La composizione di portafoglio

Dopo aver visto nel precedente articolo le logiche che stanno alla base dei portafogli combinati ETF/Fondi, in questo articolo ne analizziamo i numeri, a completamento della presentazione del nuovo servizio che prenderà ufficialmente il via nel corso della prossima settimana.

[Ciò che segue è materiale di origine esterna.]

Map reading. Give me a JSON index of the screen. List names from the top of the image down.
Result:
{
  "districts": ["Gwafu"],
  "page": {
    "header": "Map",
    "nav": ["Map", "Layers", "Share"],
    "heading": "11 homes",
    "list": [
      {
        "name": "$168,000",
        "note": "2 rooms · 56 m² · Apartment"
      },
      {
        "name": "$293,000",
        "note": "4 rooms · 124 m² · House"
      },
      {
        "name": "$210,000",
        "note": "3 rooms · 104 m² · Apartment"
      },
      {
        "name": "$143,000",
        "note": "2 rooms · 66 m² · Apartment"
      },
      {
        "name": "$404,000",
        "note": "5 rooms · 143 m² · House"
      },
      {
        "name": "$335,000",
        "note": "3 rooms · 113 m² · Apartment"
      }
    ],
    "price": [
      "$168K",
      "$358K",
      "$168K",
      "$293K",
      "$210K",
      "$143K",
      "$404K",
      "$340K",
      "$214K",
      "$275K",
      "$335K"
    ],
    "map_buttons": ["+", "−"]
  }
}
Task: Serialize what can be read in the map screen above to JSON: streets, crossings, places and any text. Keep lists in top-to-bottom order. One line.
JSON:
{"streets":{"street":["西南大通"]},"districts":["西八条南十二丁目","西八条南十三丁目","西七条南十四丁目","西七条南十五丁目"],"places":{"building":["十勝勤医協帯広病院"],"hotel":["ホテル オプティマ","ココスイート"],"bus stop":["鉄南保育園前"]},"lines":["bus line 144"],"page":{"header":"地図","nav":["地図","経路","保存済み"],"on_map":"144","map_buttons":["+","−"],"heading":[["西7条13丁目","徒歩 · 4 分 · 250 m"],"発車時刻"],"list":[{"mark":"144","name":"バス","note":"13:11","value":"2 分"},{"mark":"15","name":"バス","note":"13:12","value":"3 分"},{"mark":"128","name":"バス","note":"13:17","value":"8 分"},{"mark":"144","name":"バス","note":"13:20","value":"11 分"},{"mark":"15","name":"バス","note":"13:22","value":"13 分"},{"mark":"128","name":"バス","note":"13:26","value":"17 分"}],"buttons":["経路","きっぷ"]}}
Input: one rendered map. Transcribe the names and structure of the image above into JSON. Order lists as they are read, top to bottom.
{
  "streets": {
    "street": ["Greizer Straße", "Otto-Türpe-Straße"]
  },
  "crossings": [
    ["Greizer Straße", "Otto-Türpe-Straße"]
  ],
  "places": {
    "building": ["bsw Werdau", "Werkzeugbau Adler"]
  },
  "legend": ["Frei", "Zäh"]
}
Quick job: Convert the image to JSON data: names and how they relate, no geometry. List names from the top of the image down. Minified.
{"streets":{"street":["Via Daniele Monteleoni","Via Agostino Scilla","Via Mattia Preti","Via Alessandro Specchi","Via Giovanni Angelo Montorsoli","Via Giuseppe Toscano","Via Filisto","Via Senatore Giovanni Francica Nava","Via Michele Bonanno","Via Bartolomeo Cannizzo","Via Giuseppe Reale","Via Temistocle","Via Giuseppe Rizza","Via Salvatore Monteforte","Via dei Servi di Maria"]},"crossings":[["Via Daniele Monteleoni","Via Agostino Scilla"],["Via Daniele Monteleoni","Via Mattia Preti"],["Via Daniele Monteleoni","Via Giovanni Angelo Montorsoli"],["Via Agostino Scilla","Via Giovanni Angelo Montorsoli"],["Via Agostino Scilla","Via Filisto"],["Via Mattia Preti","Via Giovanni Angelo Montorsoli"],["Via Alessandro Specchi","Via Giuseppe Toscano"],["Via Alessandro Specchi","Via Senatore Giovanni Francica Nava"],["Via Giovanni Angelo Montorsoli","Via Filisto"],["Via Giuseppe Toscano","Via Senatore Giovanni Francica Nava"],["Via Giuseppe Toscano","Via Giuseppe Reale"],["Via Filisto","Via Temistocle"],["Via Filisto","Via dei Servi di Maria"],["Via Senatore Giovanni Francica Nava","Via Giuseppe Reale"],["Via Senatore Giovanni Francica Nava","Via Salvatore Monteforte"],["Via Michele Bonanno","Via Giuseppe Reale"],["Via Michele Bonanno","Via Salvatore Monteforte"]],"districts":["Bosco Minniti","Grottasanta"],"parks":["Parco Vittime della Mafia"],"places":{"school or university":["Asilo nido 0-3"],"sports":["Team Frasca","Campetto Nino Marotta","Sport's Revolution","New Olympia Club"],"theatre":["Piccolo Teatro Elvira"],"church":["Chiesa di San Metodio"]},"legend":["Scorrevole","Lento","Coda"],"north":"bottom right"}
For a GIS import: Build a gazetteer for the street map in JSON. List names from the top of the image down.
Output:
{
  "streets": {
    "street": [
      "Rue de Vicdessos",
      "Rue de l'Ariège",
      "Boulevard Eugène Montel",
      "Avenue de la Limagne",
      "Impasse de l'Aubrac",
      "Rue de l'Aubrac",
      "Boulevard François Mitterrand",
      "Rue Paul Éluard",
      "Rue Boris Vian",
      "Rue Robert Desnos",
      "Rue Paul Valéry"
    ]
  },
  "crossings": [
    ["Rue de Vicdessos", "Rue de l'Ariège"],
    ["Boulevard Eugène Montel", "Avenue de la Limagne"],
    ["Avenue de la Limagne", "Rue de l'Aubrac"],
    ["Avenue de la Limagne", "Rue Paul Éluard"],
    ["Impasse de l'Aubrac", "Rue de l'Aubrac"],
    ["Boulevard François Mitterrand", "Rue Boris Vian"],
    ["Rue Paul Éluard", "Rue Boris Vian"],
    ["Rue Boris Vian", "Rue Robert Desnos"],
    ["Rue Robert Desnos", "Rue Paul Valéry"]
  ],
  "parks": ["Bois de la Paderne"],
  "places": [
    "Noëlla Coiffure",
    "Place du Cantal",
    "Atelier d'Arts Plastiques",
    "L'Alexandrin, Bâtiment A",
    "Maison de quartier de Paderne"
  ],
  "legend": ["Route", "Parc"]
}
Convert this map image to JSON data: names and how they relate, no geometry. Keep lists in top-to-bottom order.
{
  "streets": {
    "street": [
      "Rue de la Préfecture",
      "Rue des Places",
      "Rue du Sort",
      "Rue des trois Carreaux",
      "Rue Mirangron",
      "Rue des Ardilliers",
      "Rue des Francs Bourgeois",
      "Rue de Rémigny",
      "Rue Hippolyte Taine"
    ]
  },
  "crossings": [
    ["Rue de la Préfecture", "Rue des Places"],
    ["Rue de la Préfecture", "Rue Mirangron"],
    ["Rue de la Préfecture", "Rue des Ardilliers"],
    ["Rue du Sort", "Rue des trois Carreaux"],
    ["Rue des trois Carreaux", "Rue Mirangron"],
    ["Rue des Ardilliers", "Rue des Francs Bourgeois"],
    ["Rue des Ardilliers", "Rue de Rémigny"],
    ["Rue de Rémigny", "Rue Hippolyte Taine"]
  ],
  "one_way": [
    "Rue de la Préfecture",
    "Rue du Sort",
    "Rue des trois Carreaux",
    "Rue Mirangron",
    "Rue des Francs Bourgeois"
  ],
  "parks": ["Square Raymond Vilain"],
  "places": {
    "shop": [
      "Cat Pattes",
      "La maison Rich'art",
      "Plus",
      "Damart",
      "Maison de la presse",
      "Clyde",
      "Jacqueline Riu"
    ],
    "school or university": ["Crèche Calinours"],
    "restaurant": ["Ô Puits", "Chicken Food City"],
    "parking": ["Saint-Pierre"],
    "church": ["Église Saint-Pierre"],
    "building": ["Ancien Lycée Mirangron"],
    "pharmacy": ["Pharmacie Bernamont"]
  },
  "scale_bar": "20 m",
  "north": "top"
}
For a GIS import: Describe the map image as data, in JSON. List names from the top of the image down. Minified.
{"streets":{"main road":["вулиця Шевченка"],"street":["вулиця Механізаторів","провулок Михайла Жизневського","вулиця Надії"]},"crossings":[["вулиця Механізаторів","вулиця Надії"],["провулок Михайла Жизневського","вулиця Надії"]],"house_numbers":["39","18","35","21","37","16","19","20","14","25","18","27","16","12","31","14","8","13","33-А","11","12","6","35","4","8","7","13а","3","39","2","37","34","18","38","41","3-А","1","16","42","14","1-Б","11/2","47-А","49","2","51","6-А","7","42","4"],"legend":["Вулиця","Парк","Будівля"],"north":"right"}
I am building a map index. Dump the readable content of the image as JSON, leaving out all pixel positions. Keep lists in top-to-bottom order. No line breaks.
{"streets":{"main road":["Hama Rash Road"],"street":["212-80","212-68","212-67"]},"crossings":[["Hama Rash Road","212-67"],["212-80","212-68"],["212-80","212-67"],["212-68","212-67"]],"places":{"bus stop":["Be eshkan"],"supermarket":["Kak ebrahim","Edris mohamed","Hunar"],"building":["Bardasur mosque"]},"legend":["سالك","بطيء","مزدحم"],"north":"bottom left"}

Vediamo dunque la composizione dei portafogli combinati ETF/Fondi con i pesi associati ad ogni asset class:

Prudente:

  • Azionario USA: 3%
  • Azionario Europa: 2%
  • Azionario Asia/Pacifico: 2%
  • Azionario Paesi Emergenti: 2%
  • Azionario Aggressivi/Tematici: 6%
  • Obbligazionario Euro breve termine: 35%
  • Obbligazionario Euro lungo termine: 20%
  • Obbligazionario Euro Corporate/High Yield: 20%
  • Obbligazionario Paesi Emergenti: 5%
  • Obbligazionario USD/Globale: 5%

Bilanciato:

  • Azionario USA: 12%
  • Azionario Europa: 10%
  • Azionario Asia/Pacifico: 8%
  • Azionario Paesi Emergenti: 8%
  • Azionario Aggressivi/Tematici: 12%
  • Obbligazionario Euro breve termine: 10%
  • Obbligazionario Euro lungo termine: 10%
  • Obbligazionario Euro Corporate/High Yield: 10%
  • Obbligazionario Paesi Emergenti: 10%
  • Obbligazionario USD/Globale: 10%

Aggressivo:

  • Azionario USA: 14%
  • Azionario Europa: 10%
  • Azionario Asia/Pacifico: 14%
  • Azionario Paesi Emergenti: 12%
  • Azionario Aggressivi/Tematici: 20%
  • Obbligazionario Euro breve termine: 5%
  • Obbligazionario Euro lungo termine: 4,5%
  • Obbligazionario Euro Corporate/High Yield: 4,5%
  • Obbligazionario Paesi Emergenti: 8%
  • Obbligazionario USD/Globale: 8%

La bontà di questi portafogli con denaro reale la valuteremo insieme nel tempo: essendo portafogli nuovi, non abbiamo la minima intenzione di “vendere” risultati passati come se fossero “garanzia” di pari risultati nel prossimo futuro. E’ comunque intellettualmente onesto e professionalmente corretto presentare alcuni risultati per avere almeno un’idea delle potenzialità di questi portafogli combinati ETF/Fondi. Analizziamo quindi i back-test dei tre portafogli combinati, con alcune debite premesse.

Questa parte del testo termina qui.